§ **Task instructions**
Here the job is to repeat the listing exactly, but not the pictures in it.

§ **Extracted information**
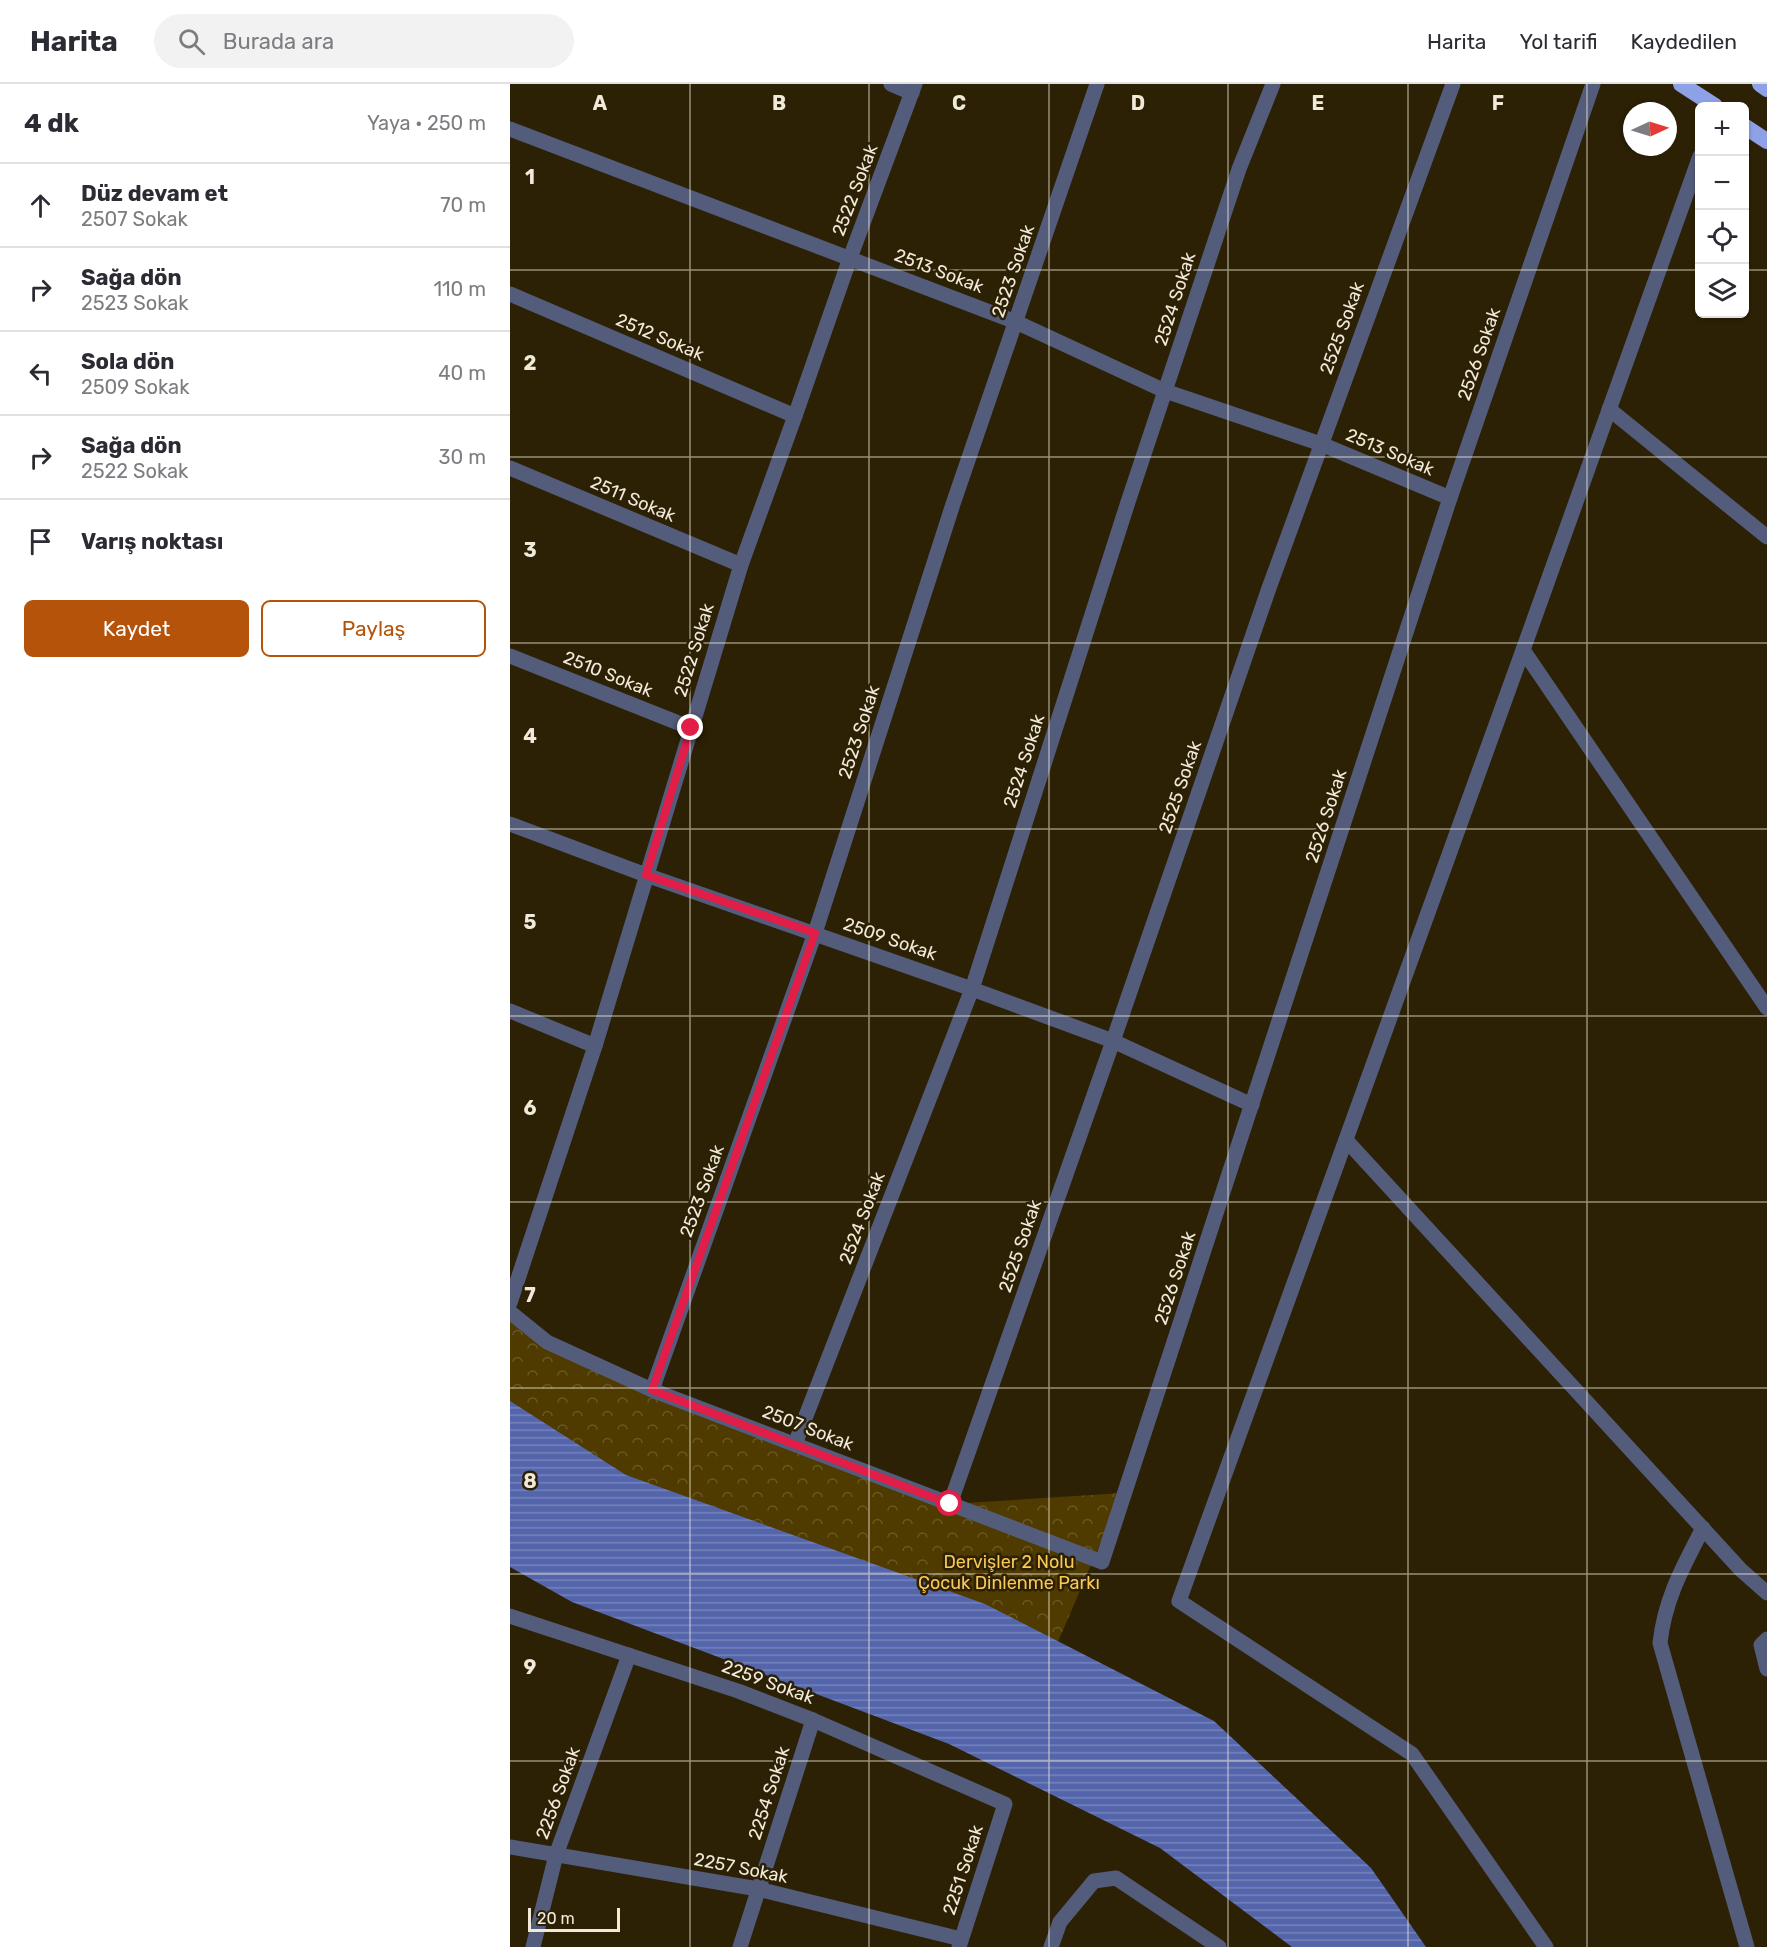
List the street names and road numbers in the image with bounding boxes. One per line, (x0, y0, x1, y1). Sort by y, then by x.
street label: 2522 Sokak (827, 140, 883, 239)
street label: 2523 Sokak (987, 221, 1039, 320)
street label: 2513 Sokak (891, 244, 987, 298)
street label: 2524 Sokak (1150, 249, 1201, 349)
street label: 2525 Sokak (1315, 278, 1369, 377)
street label: 2526 Sokak (1453, 304, 1505, 403)
street label: 2512 Sokak (613, 309, 708, 366)
street label: 2513 Sokak (1343, 424, 1438, 481)
street label: 2511 Sokak (587, 471, 680, 527)
street label: 2522 Sokak (669, 600, 719, 699)
street label: 2510 Sokak (560, 646, 657, 702)
street label: 2523 Sokak (834, 682, 885, 781)
street label: 2524 Sokak (999, 711, 1050, 811)
street label: 2525 Sokak (1154, 737, 1206, 836)
street label: 2526 Sokak (1301, 766, 1352, 866)
street label: 2509 Sokak (840, 913, 940, 966)
street label: 2523 Sokak (675, 1141, 729, 1240)
street label: 2524 Sokak (834, 1168, 890, 1267)
street label: 2525 Sokak (994, 1196, 1046, 1295)
street label: 2526 Sokak (1150, 1228, 1201, 1328)
street label: 2507 Sokak (759, 1400, 857, 1456)
street label: 2259 Sokak (719, 1655, 818, 1709)
street label: 2256 Sokak (531, 1743, 585, 1842)
street label: 2254 Sokak (744, 1743, 795, 1843)
street label: 2251 Sokak (938, 1821, 988, 1918)
street label: 2257 Sokak (692, 1848, 791, 1888)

§ **Result**
List the street names and road numbers in the image with bounding boxes. One per line, (x0, y0, x1, y1). Sort by y, then by x.
street label: 2522 Sokak (827, 140, 883, 239)
street label: 2523 Sokak (987, 221, 1039, 320)
street label: 2513 Sokak (891, 244, 987, 298)
street label: 2524 Sokak (1150, 249, 1201, 349)
street label: 2525 Sokak (1315, 278, 1369, 377)
street label: 2526 Sokak (1453, 304, 1505, 403)
street label: 2512 Sokak (613, 309, 708, 366)
street label: 2513 Sokak (1343, 424, 1438, 481)
street label: 2511 Sokak (587, 471, 680, 527)
street label: 2522 Sokak (669, 600, 719, 699)
street label: 2510 Sokak (560, 646, 657, 702)
street label: 2523 Sokak (834, 682, 885, 781)
street label: 2524 Sokak (999, 711, 1050, 811)
street label: 2525 Sokak (1154, 737, 1206, 836)
street label: 2526 Sokak (1301, 766, 1352, 866)
street label: 2509 Sokak (840, 913, 940, 966)
street label: 2523 Sokak (675, 1141, 729, 1240)
street label: 2524 Sokak (834, 1168, 890, 1267)
street label: 2525 Sokak (994, 1196, 1046, 1295)
street label: 2526 Sokak (1150, 1228, 1201, 1328)
street label: 2507 Sokak (759, 1400, 857, 1456)
street label: 2259 Sokak (719, 1655, 818, 1709)
street label: 2256 Sokak (531, 1743, 585, 1842)
street label: 2254 Sokak (744, 1743, 795, 1843)
street label: 2251 Sokak (938, 1821, 988, 1918)
street label: 2257 Sokak (692, 1848, 791, 1888)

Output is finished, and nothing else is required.